Data from: Cross-scale interactions among bark beetles, climate change and wind disturbances a landscape modeling approach

Bark beetles are a key forest disturbance agent worldwide, with their impact shaped by climate, forest susceptibility, and interactions with other disturbances such as windthrow and fire. There is ample evidence on the interactions among these factors at small spatial and temporal scales, but projecting their long-term and landscape-scale impacts remains a challenge. We developed a spatially explicit model of European spruce bark beetle (Ips typographus) dynamics that incorporates beetle phenology and forest susceptibility, and integrated it in a climate-sensitive landscape model (LandClim).

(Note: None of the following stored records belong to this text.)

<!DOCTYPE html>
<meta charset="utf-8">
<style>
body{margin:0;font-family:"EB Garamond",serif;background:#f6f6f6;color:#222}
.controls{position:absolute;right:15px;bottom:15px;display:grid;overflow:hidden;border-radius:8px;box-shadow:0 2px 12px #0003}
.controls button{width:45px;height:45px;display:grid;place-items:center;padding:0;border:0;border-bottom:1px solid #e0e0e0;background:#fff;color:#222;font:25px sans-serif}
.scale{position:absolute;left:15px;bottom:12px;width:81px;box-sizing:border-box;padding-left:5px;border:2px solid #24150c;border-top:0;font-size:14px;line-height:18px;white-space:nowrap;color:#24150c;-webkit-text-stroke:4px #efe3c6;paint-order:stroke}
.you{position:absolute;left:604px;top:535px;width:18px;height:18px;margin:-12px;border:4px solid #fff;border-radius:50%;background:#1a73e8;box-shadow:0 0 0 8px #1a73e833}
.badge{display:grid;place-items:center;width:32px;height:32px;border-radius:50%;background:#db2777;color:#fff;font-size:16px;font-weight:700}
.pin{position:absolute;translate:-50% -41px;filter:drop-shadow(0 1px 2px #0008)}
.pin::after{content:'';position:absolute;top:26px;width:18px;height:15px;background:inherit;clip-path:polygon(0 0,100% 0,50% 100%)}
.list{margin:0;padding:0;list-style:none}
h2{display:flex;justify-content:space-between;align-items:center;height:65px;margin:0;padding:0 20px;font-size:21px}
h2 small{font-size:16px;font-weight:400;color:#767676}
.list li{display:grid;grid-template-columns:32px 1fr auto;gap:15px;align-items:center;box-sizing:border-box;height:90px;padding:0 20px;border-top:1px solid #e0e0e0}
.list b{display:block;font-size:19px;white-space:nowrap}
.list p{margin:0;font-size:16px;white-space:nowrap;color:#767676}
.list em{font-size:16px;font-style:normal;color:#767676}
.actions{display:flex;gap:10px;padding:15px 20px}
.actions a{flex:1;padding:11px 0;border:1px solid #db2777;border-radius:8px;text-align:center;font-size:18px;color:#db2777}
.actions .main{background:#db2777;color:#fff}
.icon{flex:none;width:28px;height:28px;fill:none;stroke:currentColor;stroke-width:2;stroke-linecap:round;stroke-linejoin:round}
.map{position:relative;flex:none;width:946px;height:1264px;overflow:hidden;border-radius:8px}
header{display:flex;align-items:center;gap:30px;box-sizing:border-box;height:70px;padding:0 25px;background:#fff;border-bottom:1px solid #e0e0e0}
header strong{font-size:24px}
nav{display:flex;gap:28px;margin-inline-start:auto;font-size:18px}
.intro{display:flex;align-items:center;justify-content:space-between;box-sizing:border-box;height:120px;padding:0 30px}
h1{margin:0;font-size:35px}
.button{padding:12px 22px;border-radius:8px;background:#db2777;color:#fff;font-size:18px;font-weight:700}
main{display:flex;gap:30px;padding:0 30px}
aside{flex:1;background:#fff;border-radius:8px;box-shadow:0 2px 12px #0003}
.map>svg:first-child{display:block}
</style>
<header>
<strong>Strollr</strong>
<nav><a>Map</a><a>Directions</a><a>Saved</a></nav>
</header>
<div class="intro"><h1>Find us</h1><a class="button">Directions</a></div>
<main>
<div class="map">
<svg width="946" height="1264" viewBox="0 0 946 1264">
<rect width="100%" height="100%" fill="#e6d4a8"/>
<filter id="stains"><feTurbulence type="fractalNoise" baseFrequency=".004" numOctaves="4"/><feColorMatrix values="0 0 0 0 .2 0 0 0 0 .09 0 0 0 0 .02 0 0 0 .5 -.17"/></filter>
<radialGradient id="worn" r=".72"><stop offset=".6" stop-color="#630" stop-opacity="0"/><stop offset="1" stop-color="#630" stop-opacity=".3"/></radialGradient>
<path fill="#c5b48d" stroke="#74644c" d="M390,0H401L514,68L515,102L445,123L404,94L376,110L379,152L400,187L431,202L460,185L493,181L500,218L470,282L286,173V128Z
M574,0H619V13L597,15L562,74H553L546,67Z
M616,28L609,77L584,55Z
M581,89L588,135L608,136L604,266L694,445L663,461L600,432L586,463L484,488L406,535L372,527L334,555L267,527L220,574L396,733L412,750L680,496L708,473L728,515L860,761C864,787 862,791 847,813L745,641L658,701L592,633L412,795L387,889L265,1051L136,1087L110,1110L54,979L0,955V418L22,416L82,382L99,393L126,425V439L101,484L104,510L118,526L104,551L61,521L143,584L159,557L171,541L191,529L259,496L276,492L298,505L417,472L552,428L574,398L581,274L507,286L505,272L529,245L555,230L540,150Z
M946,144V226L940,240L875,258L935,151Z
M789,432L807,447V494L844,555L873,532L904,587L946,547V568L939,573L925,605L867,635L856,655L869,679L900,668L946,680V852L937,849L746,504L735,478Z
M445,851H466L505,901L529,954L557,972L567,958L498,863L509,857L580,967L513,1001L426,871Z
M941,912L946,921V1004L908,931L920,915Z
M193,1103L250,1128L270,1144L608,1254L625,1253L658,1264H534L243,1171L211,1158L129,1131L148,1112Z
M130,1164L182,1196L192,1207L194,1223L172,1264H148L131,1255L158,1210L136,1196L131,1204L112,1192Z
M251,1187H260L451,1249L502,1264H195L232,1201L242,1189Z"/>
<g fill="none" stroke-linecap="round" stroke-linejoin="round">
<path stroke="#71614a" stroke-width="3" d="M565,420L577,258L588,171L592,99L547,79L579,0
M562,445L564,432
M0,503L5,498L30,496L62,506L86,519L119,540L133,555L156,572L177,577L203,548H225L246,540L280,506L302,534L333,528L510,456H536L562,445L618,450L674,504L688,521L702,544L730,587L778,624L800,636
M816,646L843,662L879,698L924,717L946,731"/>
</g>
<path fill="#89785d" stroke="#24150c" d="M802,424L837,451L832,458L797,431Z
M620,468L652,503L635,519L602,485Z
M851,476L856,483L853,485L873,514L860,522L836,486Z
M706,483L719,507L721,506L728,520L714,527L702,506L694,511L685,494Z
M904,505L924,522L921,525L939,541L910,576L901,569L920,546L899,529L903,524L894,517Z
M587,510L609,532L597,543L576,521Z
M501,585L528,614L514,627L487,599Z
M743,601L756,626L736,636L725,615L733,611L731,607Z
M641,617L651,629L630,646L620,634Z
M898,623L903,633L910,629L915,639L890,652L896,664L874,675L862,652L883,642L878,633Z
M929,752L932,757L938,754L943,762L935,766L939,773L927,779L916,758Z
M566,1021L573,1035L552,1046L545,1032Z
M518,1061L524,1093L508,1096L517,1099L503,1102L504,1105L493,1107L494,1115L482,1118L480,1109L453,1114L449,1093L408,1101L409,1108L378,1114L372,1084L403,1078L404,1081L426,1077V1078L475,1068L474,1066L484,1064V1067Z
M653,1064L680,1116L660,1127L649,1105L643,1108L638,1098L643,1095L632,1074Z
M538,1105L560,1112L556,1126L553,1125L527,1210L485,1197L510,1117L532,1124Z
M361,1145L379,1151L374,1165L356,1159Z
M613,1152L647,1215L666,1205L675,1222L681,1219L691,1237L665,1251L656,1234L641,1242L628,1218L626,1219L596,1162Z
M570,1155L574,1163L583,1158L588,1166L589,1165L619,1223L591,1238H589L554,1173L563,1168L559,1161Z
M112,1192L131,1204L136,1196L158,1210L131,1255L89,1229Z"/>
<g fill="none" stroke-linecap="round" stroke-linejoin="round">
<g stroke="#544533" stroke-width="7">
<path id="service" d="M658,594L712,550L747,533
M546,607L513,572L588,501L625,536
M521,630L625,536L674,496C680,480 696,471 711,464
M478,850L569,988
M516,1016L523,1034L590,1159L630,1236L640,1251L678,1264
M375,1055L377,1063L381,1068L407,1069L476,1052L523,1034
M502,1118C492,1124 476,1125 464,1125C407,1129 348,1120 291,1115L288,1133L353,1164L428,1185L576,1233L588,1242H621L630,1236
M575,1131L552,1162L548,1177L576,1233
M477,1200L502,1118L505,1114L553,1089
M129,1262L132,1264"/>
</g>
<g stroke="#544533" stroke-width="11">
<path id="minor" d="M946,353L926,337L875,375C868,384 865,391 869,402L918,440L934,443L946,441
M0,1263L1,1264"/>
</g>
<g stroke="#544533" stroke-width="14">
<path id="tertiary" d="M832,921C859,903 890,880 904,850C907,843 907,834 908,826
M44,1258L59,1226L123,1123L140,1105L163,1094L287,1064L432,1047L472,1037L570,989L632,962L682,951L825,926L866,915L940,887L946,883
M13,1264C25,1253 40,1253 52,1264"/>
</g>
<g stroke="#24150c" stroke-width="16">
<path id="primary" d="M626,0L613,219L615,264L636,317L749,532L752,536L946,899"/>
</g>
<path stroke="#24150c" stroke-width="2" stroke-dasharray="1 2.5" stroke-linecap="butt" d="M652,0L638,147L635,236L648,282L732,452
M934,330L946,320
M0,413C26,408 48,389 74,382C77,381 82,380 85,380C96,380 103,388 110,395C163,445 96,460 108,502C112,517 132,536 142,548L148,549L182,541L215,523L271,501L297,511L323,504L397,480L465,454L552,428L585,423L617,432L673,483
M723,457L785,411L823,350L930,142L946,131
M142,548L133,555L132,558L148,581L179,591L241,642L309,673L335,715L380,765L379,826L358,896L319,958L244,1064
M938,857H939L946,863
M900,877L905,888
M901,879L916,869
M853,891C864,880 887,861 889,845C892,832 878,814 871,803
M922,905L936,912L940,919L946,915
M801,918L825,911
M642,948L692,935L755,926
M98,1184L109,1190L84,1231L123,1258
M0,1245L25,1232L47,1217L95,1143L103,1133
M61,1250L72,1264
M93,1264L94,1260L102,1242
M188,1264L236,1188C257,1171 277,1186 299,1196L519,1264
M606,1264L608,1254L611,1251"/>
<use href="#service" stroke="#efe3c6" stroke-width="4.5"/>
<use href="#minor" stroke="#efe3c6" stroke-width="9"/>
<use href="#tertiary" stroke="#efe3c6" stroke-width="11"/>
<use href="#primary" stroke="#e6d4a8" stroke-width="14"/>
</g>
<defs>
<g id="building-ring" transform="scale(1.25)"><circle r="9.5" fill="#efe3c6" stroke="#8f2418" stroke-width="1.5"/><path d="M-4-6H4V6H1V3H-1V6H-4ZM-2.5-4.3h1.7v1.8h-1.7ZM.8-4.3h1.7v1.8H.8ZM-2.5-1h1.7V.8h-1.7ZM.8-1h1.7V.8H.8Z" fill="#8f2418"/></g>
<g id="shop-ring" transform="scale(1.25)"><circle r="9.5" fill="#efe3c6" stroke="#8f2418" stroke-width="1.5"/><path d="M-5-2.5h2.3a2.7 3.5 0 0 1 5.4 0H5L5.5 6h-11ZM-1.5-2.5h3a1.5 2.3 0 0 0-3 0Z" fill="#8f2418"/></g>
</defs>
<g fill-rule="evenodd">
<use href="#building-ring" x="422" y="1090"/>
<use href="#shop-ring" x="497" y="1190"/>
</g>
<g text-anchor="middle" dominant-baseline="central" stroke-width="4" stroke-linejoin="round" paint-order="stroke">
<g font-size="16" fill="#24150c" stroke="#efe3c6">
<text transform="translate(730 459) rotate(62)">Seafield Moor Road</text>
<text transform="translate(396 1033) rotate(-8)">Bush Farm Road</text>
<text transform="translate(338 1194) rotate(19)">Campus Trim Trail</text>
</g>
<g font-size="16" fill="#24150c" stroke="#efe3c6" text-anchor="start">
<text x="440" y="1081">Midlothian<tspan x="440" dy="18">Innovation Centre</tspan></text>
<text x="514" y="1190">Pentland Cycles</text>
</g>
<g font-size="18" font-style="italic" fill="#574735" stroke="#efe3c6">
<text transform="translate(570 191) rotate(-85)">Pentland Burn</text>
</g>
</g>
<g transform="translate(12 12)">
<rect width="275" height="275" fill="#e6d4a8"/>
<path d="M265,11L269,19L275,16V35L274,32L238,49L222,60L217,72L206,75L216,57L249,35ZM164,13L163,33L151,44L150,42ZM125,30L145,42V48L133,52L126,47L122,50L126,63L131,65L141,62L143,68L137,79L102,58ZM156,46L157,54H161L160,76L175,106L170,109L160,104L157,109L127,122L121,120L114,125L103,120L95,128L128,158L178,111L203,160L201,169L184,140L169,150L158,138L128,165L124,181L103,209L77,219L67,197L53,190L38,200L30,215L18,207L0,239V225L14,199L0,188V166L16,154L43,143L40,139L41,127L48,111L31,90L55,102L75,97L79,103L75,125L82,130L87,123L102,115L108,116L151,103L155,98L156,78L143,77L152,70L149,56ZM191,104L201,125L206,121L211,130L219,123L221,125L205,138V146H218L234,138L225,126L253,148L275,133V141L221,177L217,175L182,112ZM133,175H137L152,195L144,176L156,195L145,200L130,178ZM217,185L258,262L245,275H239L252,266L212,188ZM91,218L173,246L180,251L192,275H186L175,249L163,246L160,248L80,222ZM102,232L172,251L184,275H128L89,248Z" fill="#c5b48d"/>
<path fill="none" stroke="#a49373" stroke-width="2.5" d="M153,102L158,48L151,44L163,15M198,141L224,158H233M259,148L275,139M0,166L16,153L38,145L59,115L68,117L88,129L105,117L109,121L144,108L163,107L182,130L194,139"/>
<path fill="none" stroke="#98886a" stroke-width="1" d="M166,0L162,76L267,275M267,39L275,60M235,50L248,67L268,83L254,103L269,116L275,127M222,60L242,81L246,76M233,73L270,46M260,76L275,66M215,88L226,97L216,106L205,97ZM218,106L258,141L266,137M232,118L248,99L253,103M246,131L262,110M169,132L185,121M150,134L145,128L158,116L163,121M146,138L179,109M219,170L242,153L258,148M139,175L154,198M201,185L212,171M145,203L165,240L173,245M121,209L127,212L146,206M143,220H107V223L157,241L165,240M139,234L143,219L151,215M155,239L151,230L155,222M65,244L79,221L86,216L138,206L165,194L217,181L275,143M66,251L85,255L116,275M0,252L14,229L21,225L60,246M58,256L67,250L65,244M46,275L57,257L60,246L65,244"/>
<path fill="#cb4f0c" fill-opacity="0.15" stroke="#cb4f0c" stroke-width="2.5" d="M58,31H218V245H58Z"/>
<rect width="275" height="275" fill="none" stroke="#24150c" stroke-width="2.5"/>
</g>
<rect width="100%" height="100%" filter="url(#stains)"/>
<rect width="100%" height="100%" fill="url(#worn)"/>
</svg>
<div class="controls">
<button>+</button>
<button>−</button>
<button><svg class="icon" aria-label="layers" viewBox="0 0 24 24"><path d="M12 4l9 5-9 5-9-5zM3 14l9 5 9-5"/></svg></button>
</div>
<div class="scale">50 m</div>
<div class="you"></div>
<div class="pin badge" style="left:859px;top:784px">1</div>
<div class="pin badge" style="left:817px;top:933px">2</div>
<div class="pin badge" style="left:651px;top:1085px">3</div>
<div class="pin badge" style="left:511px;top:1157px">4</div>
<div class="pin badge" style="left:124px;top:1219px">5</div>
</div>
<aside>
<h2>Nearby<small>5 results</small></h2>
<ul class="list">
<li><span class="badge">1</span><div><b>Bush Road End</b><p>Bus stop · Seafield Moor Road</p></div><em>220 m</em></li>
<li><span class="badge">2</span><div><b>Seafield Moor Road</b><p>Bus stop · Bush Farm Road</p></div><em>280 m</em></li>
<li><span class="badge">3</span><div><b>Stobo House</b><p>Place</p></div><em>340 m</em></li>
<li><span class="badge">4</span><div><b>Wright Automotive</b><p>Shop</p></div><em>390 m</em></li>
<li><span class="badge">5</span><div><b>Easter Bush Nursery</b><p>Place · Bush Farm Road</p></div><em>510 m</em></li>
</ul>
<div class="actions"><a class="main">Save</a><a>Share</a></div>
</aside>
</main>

We first corroborated model outputs at various spatial and temporal scales and then applied the model in three case studies (in the Black Forest, Germany, and Davos, Switzerland) that cover an extended climatic gradient. We used this model and case study framework to examine the mechanisms and feedbacks that are driving short-term and long-term interactions among beetle disturbance, climate change and windthrow, and how they may shift in the future. At the current cold-wet end of the Norway spruce (Picea abies) distribution, climate change is projected to increase temperature and drought, such that beetles become a more dominant disturbance agent. At the warm-dry end of the spruce distribution, where under current climate beetle outbreaks were confined to the simultaneous occurrence of drought and windthrow, the simulated level of drought alone sufficed for triggering beetle outbreaks, such that elevated drought- and beetle-induced spruce mortality would negatively feed back on beetle disturbance in the long term leading to receding beetle populations due to the local extinction of Norway spruce. These results suggest that depending on initial environmental conditions climate change may shift the importance of direct and indirect drivers of disturbances. These shifts may affect the sign and strength of cross-scale disturbance interactions and may impact the cost-benefit trade-off between beetle suppression and preventive management strategies.

树皮甲虫（Bark beetles）是全球范围内关键的森林干扰营力，其影响受气候、森林易感性，以及与风倒、火灾等其他干扰的相互作用共同塑造。现有大量证据揭示了这些因子在小空间与时间尺度上的相互作用，但对其长期及景观尺度影响的预测仍是一项挑战。我们开发了一款整合了甲虫物候与森林易感性的欧洲云杉树皮甲虫（Ips typographus）空间显式动力学模型，并将其集成至气候敏感型景观模型（LandClim）中。我们首先在多空间与时间尺度上验证了模型输出结果，随后将该模型应用于涵盖广泛气候梯度的三个案例研究——分别位于德国黑森林与瑞士达沃斯。我们借助该模型与案例研究框架，探究驱动甲虫干扰、气候变化与风倒之间短期与长期相互作用的机制与反馈，以及这些相互作用未来可能发生的变化。在挪威云杉（Picea abies）分布区的当前冷湿端，气候变化预计将升高温度并加剧干旱，使得甲虫成为更具主导性的干扰营力。而在云杉分布区的暖干端，当前气候条件下甲虫暴发仅局限于干旱与风倒同时发生的场景；模拟结果显示，仅干旱程度提升便足以触发甲虫暴发，长期来看，干旱与甲虫诱导的云杉死亡率升高会对甲虫干扰产生负反馈，最终因挪威云杉的局地灭绝导致甲虫种群衰退。这些研究结果表明，气候变化或会根据初始环境条件改变干扰直接与间接驱动因子的重要性。此类变化可能会影响跨尺度干扰相互作用的方向与强度，并可能影响甲虫防控与预防性管理策略之间的成本收益权衡。